### EXERCISE INSTRUCTIONS
State the number of lines in these records holding "Bois". Say nothing more.

### Items from a dataset
--*--

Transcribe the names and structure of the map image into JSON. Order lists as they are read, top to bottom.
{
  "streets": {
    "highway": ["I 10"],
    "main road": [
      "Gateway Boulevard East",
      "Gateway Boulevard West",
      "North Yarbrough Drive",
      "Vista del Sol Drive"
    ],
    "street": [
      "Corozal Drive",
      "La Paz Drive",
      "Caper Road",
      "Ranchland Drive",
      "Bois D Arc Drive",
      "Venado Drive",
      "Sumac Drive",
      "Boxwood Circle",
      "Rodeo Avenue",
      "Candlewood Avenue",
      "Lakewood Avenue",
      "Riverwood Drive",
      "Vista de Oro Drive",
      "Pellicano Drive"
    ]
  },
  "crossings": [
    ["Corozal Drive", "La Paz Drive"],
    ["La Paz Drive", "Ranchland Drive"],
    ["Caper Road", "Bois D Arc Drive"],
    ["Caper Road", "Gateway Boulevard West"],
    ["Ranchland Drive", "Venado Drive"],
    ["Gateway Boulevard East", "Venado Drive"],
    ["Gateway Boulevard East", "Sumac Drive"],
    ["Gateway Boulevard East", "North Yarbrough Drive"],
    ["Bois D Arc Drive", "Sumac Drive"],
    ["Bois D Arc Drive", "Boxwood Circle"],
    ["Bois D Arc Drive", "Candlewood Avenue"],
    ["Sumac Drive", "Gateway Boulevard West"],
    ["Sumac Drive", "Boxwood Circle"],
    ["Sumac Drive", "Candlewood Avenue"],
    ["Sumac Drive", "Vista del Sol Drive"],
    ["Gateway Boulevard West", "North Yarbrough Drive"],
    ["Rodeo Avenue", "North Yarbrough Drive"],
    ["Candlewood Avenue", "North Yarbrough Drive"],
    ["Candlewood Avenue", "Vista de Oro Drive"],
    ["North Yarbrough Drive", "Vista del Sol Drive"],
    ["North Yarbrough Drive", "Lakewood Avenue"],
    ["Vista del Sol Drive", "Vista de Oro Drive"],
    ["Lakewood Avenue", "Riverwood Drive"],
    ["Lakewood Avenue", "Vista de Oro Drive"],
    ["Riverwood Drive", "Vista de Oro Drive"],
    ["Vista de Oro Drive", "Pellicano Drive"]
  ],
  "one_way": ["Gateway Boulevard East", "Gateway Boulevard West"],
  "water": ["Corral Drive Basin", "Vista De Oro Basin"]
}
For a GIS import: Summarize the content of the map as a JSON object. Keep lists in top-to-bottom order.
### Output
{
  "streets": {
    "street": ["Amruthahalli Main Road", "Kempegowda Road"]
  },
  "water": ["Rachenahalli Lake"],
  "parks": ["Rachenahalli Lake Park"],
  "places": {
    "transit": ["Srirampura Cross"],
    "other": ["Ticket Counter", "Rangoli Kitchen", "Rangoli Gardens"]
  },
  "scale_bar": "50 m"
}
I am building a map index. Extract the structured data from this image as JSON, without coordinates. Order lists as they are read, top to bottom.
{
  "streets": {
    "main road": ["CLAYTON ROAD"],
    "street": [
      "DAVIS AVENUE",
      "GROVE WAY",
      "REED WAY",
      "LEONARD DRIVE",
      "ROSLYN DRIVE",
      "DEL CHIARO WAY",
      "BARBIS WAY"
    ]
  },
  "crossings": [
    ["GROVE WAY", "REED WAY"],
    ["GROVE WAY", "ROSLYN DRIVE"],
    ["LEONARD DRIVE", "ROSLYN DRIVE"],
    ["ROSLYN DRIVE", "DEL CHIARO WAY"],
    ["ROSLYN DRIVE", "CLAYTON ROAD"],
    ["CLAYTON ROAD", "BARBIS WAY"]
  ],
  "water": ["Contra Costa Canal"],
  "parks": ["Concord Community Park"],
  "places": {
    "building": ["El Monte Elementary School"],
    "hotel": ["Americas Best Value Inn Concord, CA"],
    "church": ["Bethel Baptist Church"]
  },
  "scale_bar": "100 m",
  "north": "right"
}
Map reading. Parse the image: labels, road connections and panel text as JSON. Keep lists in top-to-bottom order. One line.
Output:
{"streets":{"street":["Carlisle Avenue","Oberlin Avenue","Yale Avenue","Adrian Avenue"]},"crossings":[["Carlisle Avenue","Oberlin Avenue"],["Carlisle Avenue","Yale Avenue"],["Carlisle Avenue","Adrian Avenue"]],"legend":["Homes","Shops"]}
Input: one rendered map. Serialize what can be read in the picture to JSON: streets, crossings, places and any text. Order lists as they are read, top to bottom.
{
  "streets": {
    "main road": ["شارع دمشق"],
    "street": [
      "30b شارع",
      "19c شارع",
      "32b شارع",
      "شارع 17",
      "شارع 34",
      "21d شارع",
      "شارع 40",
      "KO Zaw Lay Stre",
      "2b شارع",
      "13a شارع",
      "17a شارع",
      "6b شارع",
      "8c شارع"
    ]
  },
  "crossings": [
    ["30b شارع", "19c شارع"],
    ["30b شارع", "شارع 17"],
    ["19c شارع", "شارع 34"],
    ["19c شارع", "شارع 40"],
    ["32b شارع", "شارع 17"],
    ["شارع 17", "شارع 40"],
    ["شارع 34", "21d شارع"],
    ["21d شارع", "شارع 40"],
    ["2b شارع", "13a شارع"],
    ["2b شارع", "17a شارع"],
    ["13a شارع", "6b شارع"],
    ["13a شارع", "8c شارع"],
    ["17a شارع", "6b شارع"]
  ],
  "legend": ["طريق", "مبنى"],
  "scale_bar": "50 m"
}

--*--

### SOLUTION TO THIS PROBLEM
5